If Suresh Prabhu looked relaxed after finance minister Arun Jaitley subsumed the Railway Budget within the general budget on February 1, it perhaps also masked the loss of an opportunity to helm a whole conceptual transition for the railways. Sure, Prabhu had been spared the onerous, but thankless job of trying to present a rosy picture of finances when none existed. He didn’t have to spell out what happened to the High Speed Rail Authority, meant to implement the government’s famous bullet train promise. Or how 48,000 hectares of vacant railway land could be monetised to shore up non-fare revenue. He didn’t have to walk the populist track and announce a slew of new trains and lines.
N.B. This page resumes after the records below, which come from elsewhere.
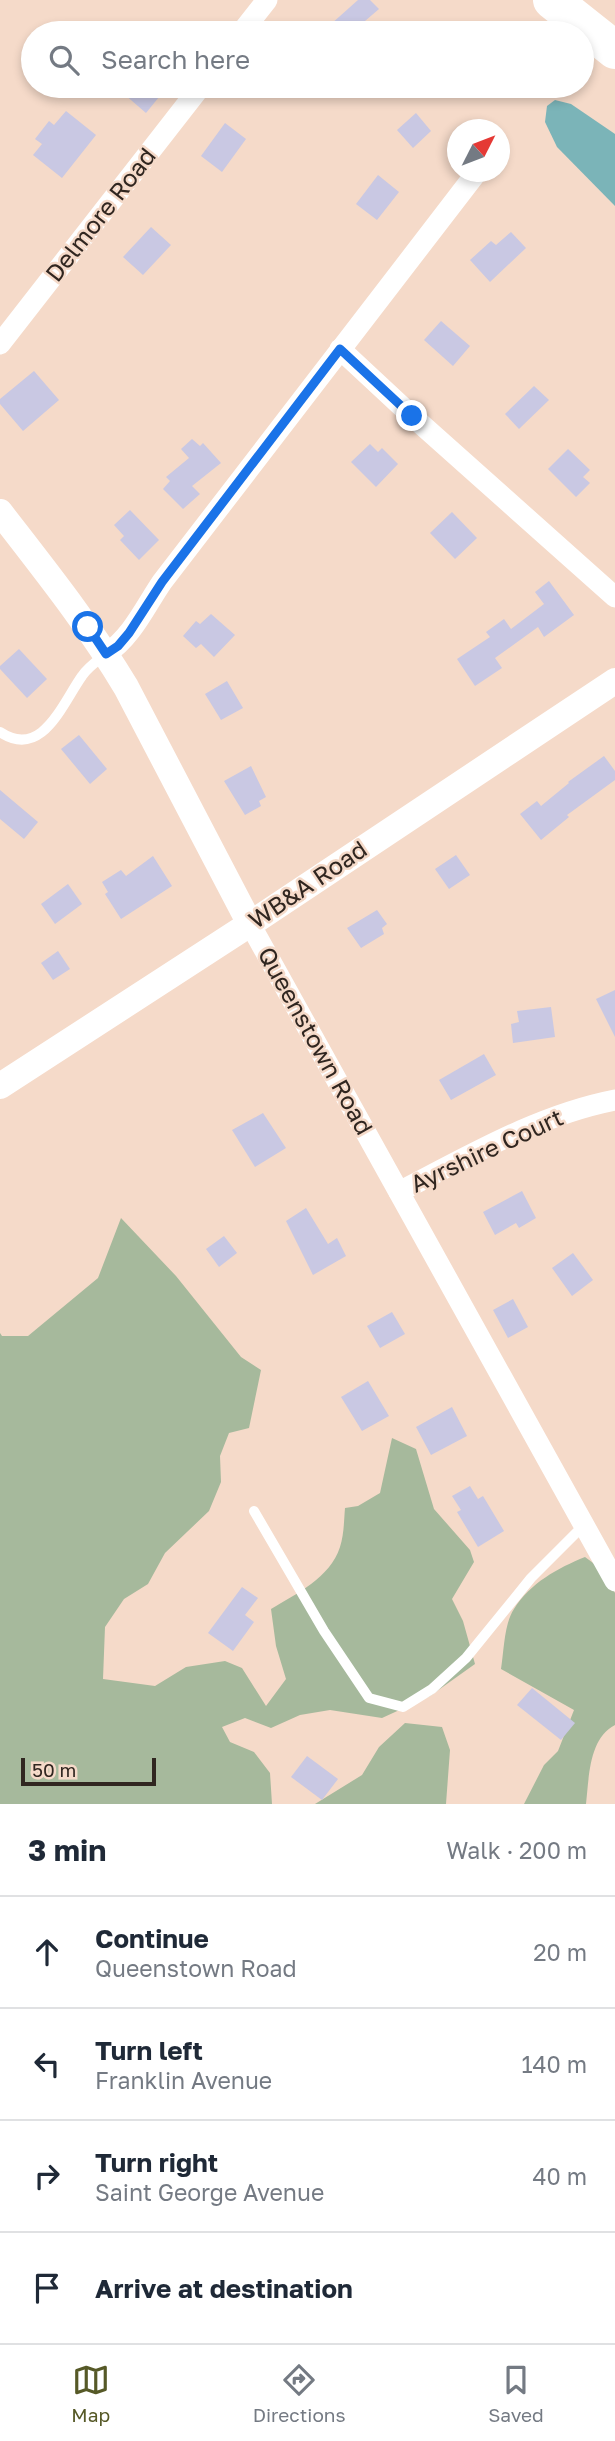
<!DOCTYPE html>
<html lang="en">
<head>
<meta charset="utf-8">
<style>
	body { margin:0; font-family:"Golos Text",sans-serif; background:#f6f6f7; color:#1f2937 }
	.compass { position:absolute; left:447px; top:119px; width:63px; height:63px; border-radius:50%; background:#fff; box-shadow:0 4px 10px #0003; rotate:48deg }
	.scale { position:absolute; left:21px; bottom:18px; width:135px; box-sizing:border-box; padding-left:7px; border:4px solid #302620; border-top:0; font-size:19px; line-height:24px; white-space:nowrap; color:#302620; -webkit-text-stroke:5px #f5dac9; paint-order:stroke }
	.stop { position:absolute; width:21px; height:21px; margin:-16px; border:5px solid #1a73e8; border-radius:50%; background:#fff }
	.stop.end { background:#1a73e8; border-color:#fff; box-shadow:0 2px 7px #0008 }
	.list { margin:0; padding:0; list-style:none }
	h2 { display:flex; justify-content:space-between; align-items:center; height:91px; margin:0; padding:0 28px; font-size:30px }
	h2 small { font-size:23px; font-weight:400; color:#747a83 }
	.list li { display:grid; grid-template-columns:46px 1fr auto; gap:21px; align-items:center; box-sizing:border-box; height:112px; padding:0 28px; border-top:2px solid #e0e1e3 }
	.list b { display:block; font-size:26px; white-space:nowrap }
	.list p { margin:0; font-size:23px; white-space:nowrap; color:#747a83 }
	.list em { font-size:23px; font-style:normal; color:#747a83 }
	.icon { flex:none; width:38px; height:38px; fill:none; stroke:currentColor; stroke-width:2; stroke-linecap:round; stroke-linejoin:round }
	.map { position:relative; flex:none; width:615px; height:1804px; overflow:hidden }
	.search { position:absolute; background:#fff; box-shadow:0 4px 10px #0003; left:21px; right:21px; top:21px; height:77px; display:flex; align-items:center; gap:18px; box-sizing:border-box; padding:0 24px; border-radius:38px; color:#747a83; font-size:26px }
	.sheet { height:539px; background:#fff }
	nav { display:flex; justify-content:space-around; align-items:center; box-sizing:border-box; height:98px; border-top:2px solid #e0e1e3; background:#fff; font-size:19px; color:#747a83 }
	nav a { display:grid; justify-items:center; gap:4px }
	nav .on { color:#565927 }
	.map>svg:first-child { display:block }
	.green { fill:#a6b99c }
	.water { fill:#7bb4b8 }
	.building { fill:#c9c8e3 }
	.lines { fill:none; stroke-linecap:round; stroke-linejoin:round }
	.service { stroke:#fff; stroke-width:10 }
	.minor { stroke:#fff; stroke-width:21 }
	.tertiary { stroke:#fff; stroke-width:26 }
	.motorway { stroke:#fff; stroke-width:38 }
	.route { stroke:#1a73e8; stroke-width:9 }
	.labels { text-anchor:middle; stroke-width:5; stroke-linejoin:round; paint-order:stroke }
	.street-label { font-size:24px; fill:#302620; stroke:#f5dac9 }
</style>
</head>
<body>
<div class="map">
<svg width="615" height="1804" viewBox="0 0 615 1804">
	<rect width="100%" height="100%" fill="#f5dac9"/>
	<g class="green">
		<path d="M121 1218 176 1276 241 1357 261 1370 249 1428 229 1433 220 1456 221 1482 209 1511 165 1553 148 1584 124 1599 105 1627 103 1679 155 1686 186 1667 225 1661 242 1668 266 1706 286 1679 276 1646 271 1609C296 1594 330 1578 340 1547 344 1535 344 1520 345 1508L358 1506 380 1493 392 1438 416 1449 434 1509 470 1550 474 1562 452 1599 463 1621 475 1664 430 1696 382 1718 330 1710 300 1715 271 1728 245 1718 222 1727 230 1742 254 1752 270 1773 272 1804H0V1333L2 1336H28L98 1278Z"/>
		<path d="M585 1557 604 1571 615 1593V1725C589 1738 589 1777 586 1804H524L544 1765 558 1751 574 1710 501 1669C504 1651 504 1624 514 1609 530 1583 558 1568 585 1557Z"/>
		<path d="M405 1723 442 1727 450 1750 446 1804H315L362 1775 379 1747Z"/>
	</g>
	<path class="water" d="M555 100 571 104 615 134V206L557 147 545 122 547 106Z"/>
	<g class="building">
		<path d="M358 0H370L379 9 351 33H321Z"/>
		<path d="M131 86H168L146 113 124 94Z"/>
		<path d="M66 111 96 135 62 178 33 155 42 144 35 139 49 121 54 125Z"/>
		<path d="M416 113 431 131 413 148 397 130Z"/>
		<path d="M225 123 246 139 222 172 201 156Z"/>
		<path d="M378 175 399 192 377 220 356 204Z"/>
		<path d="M151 227 171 245 143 275 123 257Z"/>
		<path d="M511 232 526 248 490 282 470 260 491 241 496 245Z"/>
		<path d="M441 321 470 346 453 366 424 340Z"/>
		<path d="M34 371 59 400 23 431 0 404V399Z"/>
		<path d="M534 386 549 400 519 429 505 414Z"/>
		<path d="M192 439 200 446 203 443 221 463 192 486 200 494 183 509 163 489 170 481 166 477 189 458 181 449Z"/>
		<path d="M370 444 378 452 382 448 398 464 376 487 351 462Z"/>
		<path d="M568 449 590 470 583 477 590 483 576 497 548 469Z"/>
		<path d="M130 510 159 540 139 560 120 540 124 536 114 525Z"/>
		<path d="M452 512 477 538 455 559 430 533Z"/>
		<path d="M549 581 574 615 544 637 538 627 495 658 502 668 475 686 457 659 490 637 486 632 504 619 511 629 544 604 535 592Z"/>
		<path d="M211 614 235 635 214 657 201 644 196 648 183 636 196 621 200 624Z"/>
		<path d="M19 649 47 679 27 698 0 669V666Z"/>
		<path d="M227 681 243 708 221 720 205 694Z"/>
		<path d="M79 735 107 769 90 784 61 749Z"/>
		<path d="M604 756 615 771V780L567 815 569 817 541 840 520 814 537 801 541 806 569 783 568 782Z"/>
		<path d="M251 766 266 797 259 801 261 806 245 815 224 781Z"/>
		<path d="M0 790 38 822 24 839 0 819Z"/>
		<path d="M456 855 470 875 449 889 435 869Z"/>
		<path d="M153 856 172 886 121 919 105 894 108 892 102 882 121 870 126 876Z"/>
		<path d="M68 884 82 904 55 924 41 904Z"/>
		<path d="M377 910 387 924 382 928 384 934 361 948 347 928Z"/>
		<path d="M58 951 70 969 53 980 41 963Z"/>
		<path d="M615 990V1037L596 999Z"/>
		<path d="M551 1007 555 1037 513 1043 511 1024 519 1022 517 1011Z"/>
		<path d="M484 1054 496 1075 451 1100 439 1080Z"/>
		<path d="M263 1113 286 1148 255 1167 232 1130Z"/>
		<path d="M522 1191 536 1218 519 1228 516 1223 495 1235 483 1212Z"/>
		<path d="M306 1208 328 1244 337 1238 346 1256 313 1275 286 1221Z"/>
		<path d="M224 1236 237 1253 219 1267 206 1249Z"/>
		<path d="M573 1253 593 1280 572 1296 552 1268Z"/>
		<path d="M513 1299 528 1327 508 1338 493 1310Z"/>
		<path d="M392 1312 405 1334 380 1348 367 1326Z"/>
		<path d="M368 1381 389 1416 362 1431 341 1397Z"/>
		<path d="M452 1407 467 1436 431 1455 416 1427Z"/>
		<path d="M470 1486 478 1499 483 1496 504 1531 478 1547 457 1512 461 1510 452 1496Z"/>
		<path d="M242 1587 258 1598 245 1615 254 1622 233 1651 208 1633Z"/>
		<path d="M532 1688 575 1723 561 1740 517 1705Z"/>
		<path d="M307 1756 338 1779 322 1800 291 1777Z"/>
	</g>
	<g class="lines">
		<g class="service">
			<path d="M0 732C42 760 62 704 82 676 88 667 97 661 106 654"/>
			<path d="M254 1511 324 1631 369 1698 403 1707 432 1689 466 1658 531 1578 584 1525"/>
		</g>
		<g class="minor">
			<path d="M241 33 267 0"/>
			<path d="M0 344 201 86"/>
			<path d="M340 349 412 416 615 597"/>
			<path d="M106 654C132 637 145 607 162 582L477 172"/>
			<path d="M250 924 615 1581"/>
			<path d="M399 1192C469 1156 538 1115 615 1100"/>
		</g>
		<g class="tertiary">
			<path d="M0 512C44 569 89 625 126 687L250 924"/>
			<path d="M0 1086 250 924 615 681"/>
		</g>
		<path class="motorway" d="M552 0 615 50"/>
	</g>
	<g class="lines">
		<path class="route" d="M88 627 106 654 118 646 129 633 162 582 340 349 412 416"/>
	</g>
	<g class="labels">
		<g class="street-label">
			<text transform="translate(101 215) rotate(-52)" y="8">Delmore Road</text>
			<text transform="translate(308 885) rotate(-34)" y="8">WB&amp;A Road</text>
			<text transform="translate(315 1041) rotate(61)" y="8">Queenstown Road</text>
			<text transform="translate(487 1151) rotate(-25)" y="8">Ayrshire Court</text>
		</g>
	</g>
</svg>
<svg class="compass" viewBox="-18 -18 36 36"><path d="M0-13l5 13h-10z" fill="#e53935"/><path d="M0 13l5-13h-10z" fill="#747a83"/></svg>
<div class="scale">50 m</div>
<div class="stop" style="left:88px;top:627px"></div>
<div class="stop end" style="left:412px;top:416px"></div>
<div class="search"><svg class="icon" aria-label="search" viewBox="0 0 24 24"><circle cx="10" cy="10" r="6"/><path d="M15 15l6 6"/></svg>Search here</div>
</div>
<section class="sheet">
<h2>3 min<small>Walk · 200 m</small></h2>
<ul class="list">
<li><svg class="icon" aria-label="ahead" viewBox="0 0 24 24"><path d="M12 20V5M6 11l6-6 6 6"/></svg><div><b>Continue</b><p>Queenstown Road</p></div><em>20 m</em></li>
<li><svg class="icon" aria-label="left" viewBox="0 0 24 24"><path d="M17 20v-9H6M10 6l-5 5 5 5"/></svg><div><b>Turn left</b><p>Franklin Avenue</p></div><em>140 m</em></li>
<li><svg class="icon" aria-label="right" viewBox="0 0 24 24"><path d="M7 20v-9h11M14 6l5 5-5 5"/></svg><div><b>Turn right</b><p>Saint George Avenue</p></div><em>40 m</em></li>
<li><svg class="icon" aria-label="arrive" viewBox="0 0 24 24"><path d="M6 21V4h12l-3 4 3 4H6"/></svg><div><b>Arrive at destination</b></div></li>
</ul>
</section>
<nav>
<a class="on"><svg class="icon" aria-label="map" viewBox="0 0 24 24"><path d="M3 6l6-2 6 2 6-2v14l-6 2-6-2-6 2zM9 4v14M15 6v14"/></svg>Map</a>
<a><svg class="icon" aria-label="directions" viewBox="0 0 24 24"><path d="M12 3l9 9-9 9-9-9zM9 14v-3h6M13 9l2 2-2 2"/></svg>Directions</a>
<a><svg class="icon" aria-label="saved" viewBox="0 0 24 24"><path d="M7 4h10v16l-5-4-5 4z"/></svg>Saved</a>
</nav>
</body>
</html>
He didn’t even have to touch the tricky area of fare hikes—either risking one on the eve of crucial assembly polls, or letting status quo prevail and causing more harm to the financial health of the behemoth.
Instead, Jaitley made it easier by unveiling a new paradigm to fix passenger fares, essentially enabling a hike. Tariffs would henceforth be set “taking into consideration cost, quality of service, social obligation and competition from other forms of transport”, he said. Sources in Rail Bhavan told Outlook that by introducing these criteria, the finance minister has freed the railway fare structure from populist and political pressures. “A hike in fares, especially in the highly subsidised passenger segments, including sleeper and non-AC classes, will soon be announced. It can be anything between seven to 10 per cent,” a senior railway official disclosed.
Fares in AC I and II were already pretty high and, what’s more, this is the segment that faces competition from airlines. So there was little scope for a hike there, the official explained. “There’s still some margin (for a hike) in AC III. But the main target is likely to be non-AC classes where barely 35 per cent cost is recovered by railways. Even taking social obligation into account, at least 50 per cent cost should be recovered,” he added. Suburban train fares, unchanged for years, could also see a hike.
Incidentally, Prabhu’s pet theme of two years—a Rail Development Authority (RDA)—found no mention. Planned as an independent tariff and freight regulatory authority, its job was envisaged as delinking the fare and freight structure from political exigencies. The power to fix fares was to be transferred from politicians to technocrats, with the underpinning logic being economic rather than populist.
On a broader canvas, it was to be empowered to resolve disputes and ensure a level playing field for private investors. As for fare structures, a cabinet note on the RDA had underlined the nature of its autonomy. If the government did not “accept” suggested tariffs, it would have to “compensate the organisation appropriately”, it said.
Even an enhanced gross budgetary support of Rs 55,000 crore against an annual capital expenditure fixed at Rs 1,31,000 crore—described as “unprecedented” by Prabhu—leaves the railways in need of extra-budgetary resources. “Since Jaitley has only announced the capex plan, it’s the duty of the finance ministry to help us find that money. Any debt by a body like railways is a debt of the government too,” Prabhu said after the budget.
A touch of controversy had already marked the Rs 94,000-crore capex figure for 2015-16, with railway officials themselves raising questions—at least 25 per cent of it was not actually used to create capital, they said, but included money extended to implementing agencies for future works and equity infusion into rail PSUs. “The railways will have to be completely transparent in showing how they utilise the Rs 1.31 lakh-crore capex,” a senior government functionary told Outlook. “They’ve shown they lack a mechanism to spend this kind of money.” The absence of a separate railway budget only sharpens the scepticism, he said. “Maybe the ministry should be asked to give some sort of a monthly report to the finance ministry.”
Safety was the other big theme. The railways have been badly floundering of late, with three derailments in as many months killing 200 passengers. Rail officials say there is too much pressure on the system, with poor, ageing infrastructure and little time for maintenance. The move to set up a ‘Rashtriya Rail Sanraksha Kosh’ (National Rail Safety Fund)—with a corpus of
Rs 1 lakh-crore for five years—was welcomed by most. Says D.P.S. Sandhu, a former railway officer now with audit firm KPMG: “With one billion tonnes of traffic and 23 million passengers daily, safety can’t be undermined. The money needs to be spent carefully.” Prabhu says India is “in talks with countries like Japan to know the best global practices.”
Shifting the accounting method to an accrual system by 2018-19 was also a big reform step, according to Sandhu. The scrapping of the Foreign Investment Promotion Board may present a timely advantage to the railways, he feels, as it could robustly examine a new alternative source for funds. Listing railway PSUs such as IRCTC and IRCON on the stock exchange too will help unlock their underlying value, he feels.